Think of network segments as separate islands. People on one island can’t talk to those on another one unless they run a line (or bridge) between the islands. The network appliance listens to the line and blocks any message that doesn’t belong or shouldn’t be moving between the islands based on a set of rules that the appliance enforces.

What Belongs in a Segment?
It’s important to know what devices or systems belong on the network and various network segments.  This is an inventory. For example, PCI requires an inventory report for the systems used for payments as a part of the PCI audit.  

It isn’t enough to simply inventory the hardware, you must include the software as well. You can use network appliances and software tools to automatically build this inventory and send notifications when it changes unexpectedly. This helps protect the system by making operators aware that something has changed unexpectedly and that change could cause harm.

Controlling Access to Resources
Zero Trust tenets require that access to resources be granted on a per session basis. The system must establish trust in the requestor before access is granted. Authentication and authorization are dynamic and strictly enforced before access is allowed. To protect the business, a Zero Trust Architecture design must be able to positively identify who or what is attempting to access specific resources. It will limit access only to authorized users. This applies for both people and systems. The NIST document uses an appliance to help manage these identities and creates logs when identities are confirmed.

MFA and Identification
Digging deeper into identity capabilities requires a discussion of authentication and authorization:  

Authentication is proving that a person or system is who they claim to be. If you belong to a gym, you might have a card with your name and photo to identify you as a member. This proves who you are to the person at the front desk. That’s authentication.

Authorization is what a person or system is allowed to do. Your gym card might also show that you’re allowed to use the exercise circuit and the racquet ball courts, but not the sauna or pool.

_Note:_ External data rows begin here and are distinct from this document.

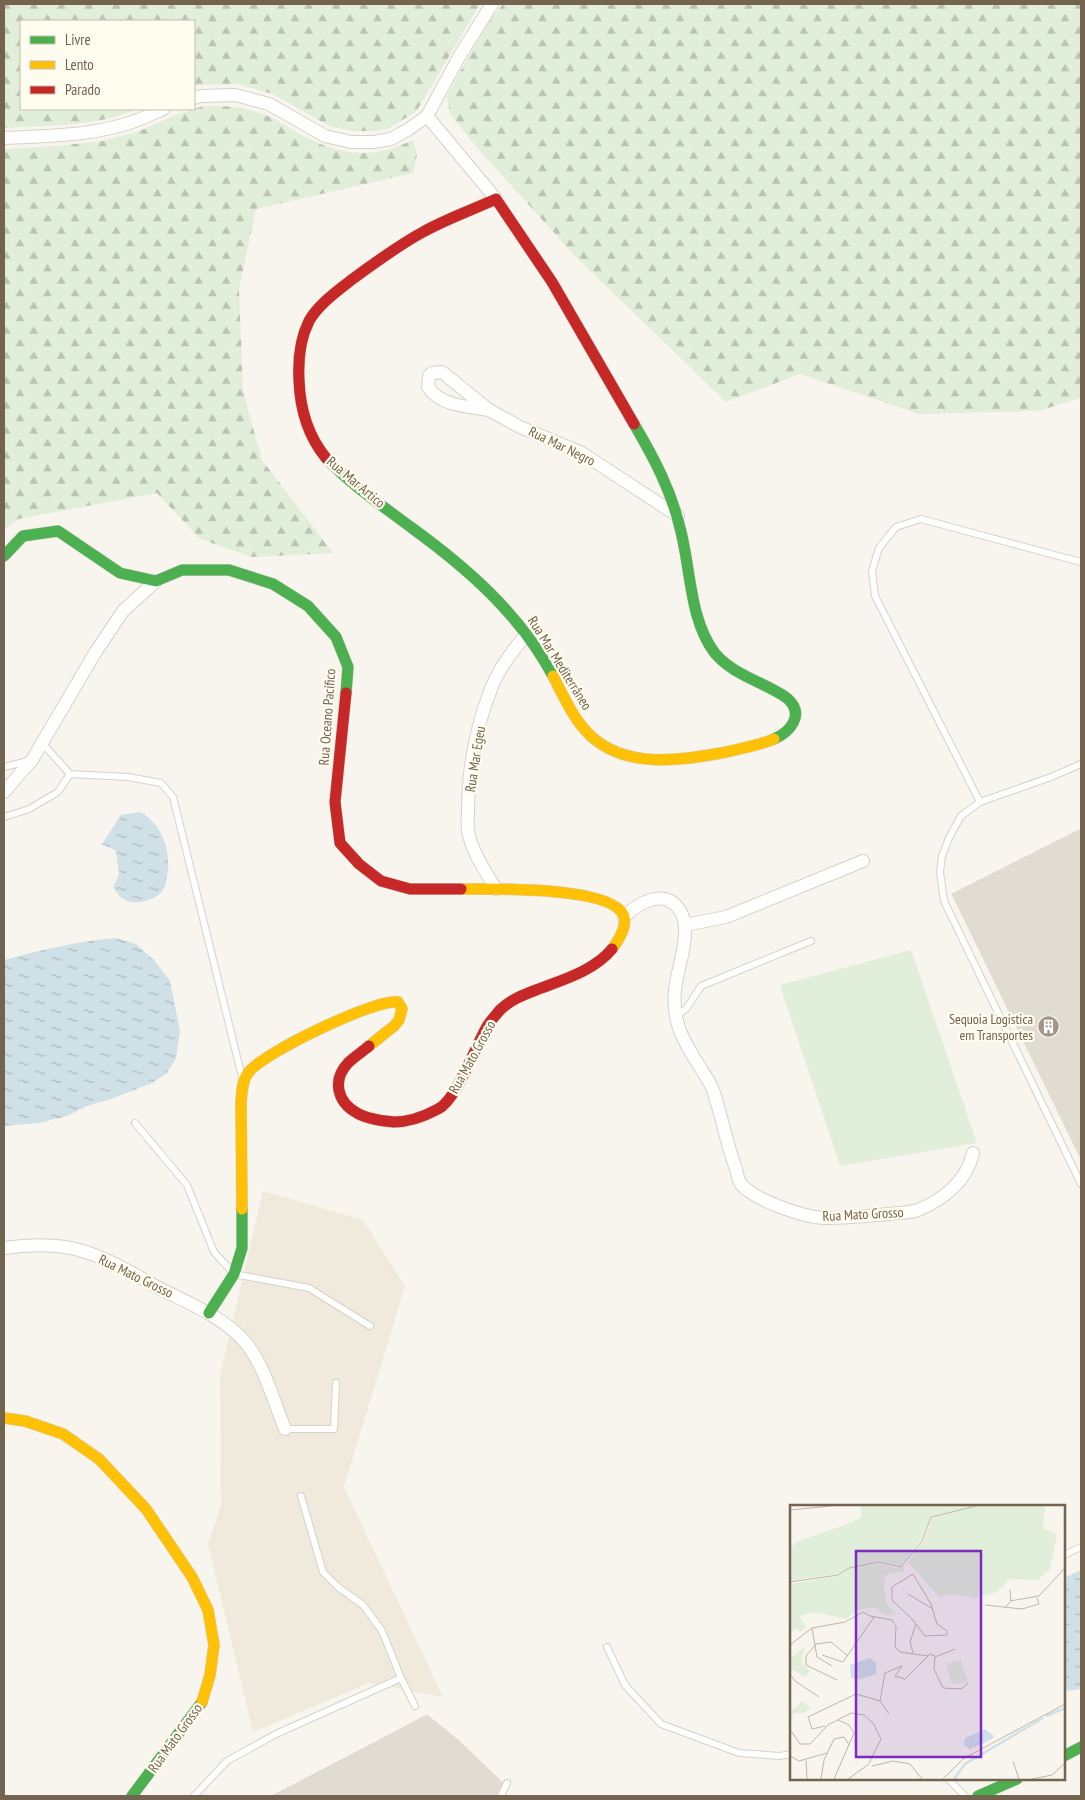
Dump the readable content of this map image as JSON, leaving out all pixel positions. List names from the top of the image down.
{
  "streets": {
    "street": [
      "Rua Mar Negro",
      "Rua Mar Artico",
      "Rua Mar Mediterrâneo",
      "Rua Oceano Pacífico",
      "Rua Mar Egeu",
      "Rua Mato Grosso"
    ]
  },
  "crossings": [
    ["Rua Mar Negro", "Rua Mar Mediterrâneo"],
    ["Rua Mar Artico", "Rua Mar Mediterrâneo"],
    ["Rua Mar Mediterrâneo", "Rua Mar Egeu"],
    ["Rua Oceano Pacífico", "Rua Mar Egeu"],
    ["Rua Oceano Pacífico", "Rua Mato Grosso"]
  ],
  "places": {
    "building": ["Sequoia Logistica em Transportes"]
  },
  "legend": ["Livre", "Lento", "Parado"]
}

This is authorization.  

We’re all familiar with the normal practices of providing a username and password. But even if you can count on everyone using a secure password (and you can’t), this isn’t safe enough to protect high risk data like payment information and network configuration settings.  In modern systems, anyone who requires access to sensitive data or to system or network configuration settings should be using multifactor authentication (MFA). This requires something in addition to a username and password. It may be a biometric like a fingerprint or a face scan or it could be something like a card, a phone or other device used to generate a unique one-time password or code that only you possess.

Public Key Encryption
Systems also need to identify themselves to other systems. To do this they often depend on public key encryption (PKE). A PKE system uses two encryption keys:

• A private key that’s protected and stored securely  
• A public key that’s shared and published openly  
• A message encrypted using the private key can be decrypted with the public key, proving  the private key holder generated message. A message encrypted by the public key can only be decrypted using the private key. For secure, private communications you simply need to publish the public keys and encrypt each message twice, once with a private key and once with a public key.  

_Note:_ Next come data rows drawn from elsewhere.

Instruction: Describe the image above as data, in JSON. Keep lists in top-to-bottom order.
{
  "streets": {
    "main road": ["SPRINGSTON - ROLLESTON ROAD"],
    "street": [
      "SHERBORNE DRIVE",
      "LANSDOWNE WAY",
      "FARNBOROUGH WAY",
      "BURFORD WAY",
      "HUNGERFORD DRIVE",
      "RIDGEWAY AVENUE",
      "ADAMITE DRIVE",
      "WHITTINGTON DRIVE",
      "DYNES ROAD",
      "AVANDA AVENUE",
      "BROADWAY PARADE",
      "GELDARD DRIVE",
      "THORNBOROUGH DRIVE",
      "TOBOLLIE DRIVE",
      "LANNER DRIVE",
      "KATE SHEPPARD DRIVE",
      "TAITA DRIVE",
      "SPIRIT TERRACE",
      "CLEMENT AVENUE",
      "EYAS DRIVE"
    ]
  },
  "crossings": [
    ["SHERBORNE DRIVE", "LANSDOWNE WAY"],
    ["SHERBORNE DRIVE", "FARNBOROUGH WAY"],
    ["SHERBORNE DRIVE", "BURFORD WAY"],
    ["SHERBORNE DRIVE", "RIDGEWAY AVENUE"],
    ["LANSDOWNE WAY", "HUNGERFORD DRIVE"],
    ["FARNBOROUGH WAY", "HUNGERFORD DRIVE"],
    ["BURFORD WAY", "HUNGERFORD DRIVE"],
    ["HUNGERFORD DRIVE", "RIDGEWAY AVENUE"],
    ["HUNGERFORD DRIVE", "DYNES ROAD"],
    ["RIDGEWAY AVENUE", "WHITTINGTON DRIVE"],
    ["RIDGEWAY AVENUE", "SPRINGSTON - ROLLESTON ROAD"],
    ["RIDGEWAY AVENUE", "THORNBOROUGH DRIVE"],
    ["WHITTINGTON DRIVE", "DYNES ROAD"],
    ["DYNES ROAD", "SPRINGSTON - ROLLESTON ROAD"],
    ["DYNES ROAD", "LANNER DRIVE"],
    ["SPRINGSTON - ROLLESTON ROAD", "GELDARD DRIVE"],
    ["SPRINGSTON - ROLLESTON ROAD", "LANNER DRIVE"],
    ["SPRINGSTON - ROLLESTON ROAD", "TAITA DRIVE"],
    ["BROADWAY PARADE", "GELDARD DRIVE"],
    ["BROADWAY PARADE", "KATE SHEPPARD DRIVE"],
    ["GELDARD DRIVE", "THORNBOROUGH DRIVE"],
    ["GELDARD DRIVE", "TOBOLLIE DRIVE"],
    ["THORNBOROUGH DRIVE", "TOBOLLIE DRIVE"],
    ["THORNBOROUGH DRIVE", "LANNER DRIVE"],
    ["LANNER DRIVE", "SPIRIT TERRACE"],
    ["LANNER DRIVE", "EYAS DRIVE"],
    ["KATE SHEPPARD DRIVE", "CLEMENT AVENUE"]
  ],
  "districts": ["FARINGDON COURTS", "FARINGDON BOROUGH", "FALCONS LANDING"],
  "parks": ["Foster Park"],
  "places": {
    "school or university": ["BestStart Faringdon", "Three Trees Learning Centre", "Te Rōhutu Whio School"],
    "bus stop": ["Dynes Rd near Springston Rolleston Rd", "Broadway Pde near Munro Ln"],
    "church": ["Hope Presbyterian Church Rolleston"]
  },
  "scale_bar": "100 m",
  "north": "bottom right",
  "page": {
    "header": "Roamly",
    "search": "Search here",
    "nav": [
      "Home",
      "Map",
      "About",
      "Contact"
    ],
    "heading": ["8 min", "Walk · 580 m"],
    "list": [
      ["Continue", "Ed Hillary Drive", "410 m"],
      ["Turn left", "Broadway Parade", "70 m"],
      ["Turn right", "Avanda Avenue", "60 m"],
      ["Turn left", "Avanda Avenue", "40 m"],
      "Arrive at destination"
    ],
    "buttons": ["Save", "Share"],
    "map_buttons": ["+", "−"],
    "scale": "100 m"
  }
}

To authenticate another system, a system will send credentials to that server by encrypting the message using its private key.  This server is normally an identity server that validates the credentials and determines whether the requestor has permission or is authorized to access the desired resource (authorization). If the requestor is authenticated and authorized, it receives a ticket or token allowing it to access the resource for a set period of time.

What Is a Security Appliance?
NIST chose to use a security appliance that provides identity services with MFA support, a secure vault for storing secrets like private keys and encryption and decryption services. This appliance also handles payment card tokenization so you can securely store payment card data.

Protecting the Data
Zero Trust requires security for all communications on the network, even those within a network segment. In general, data needs to be protected when it’s in transit, or moving from one place to another and when it’s stored, or at rest.  Using transit level security (TLS) consistently can protect data in transit. TLS secures the channel or link between the sender and the receiver. You’re using TLS on a browser when you see HTTPS: in front of the URL or when you see a green lock icon in the address bar.  

Another way to protect data in transit is to use point to point encryption or P2PE. Instead of counting on the channel being secure, this method encrypts the data itself before sending it. This means even if the channel is compromised the data is still secure. Always send payment card data using P2PE.

You can protect data at rest in several ways depending on the level of security required. Data requiring the highest security levels can be:

Tokenized: The system replaces data, like an account number, with a token you can use to retrieve it. This method reduces security needs and makes it a good way to protect credit cards.

Encrypted: You need a key to both encrypt and access the data. You can use the key to encrypt search criteria so you can search the database without decrypting the data. Keys are secret and best stored in a secure vault. The security appliance that NIST selected also provides a secret storage service. And it supports passing data to the appliance to be encrypted and decrypted without the need to reveal the keys.

Monitoring and Alarming
Zero Trust Architecture continuously collects information about the state of the network, infrastructure, communications and resources. It uses this information to improve system security.  You must also monitor output. This would be a tedious job for a human, so NIST architecture includes a pair of solutions to help address these needs. They work together to monitor the systems, analyzing what’s happening and block bad behavior before it has a negative impact. They’ll also log events and actions and generate alarms when the system needs human intervention.  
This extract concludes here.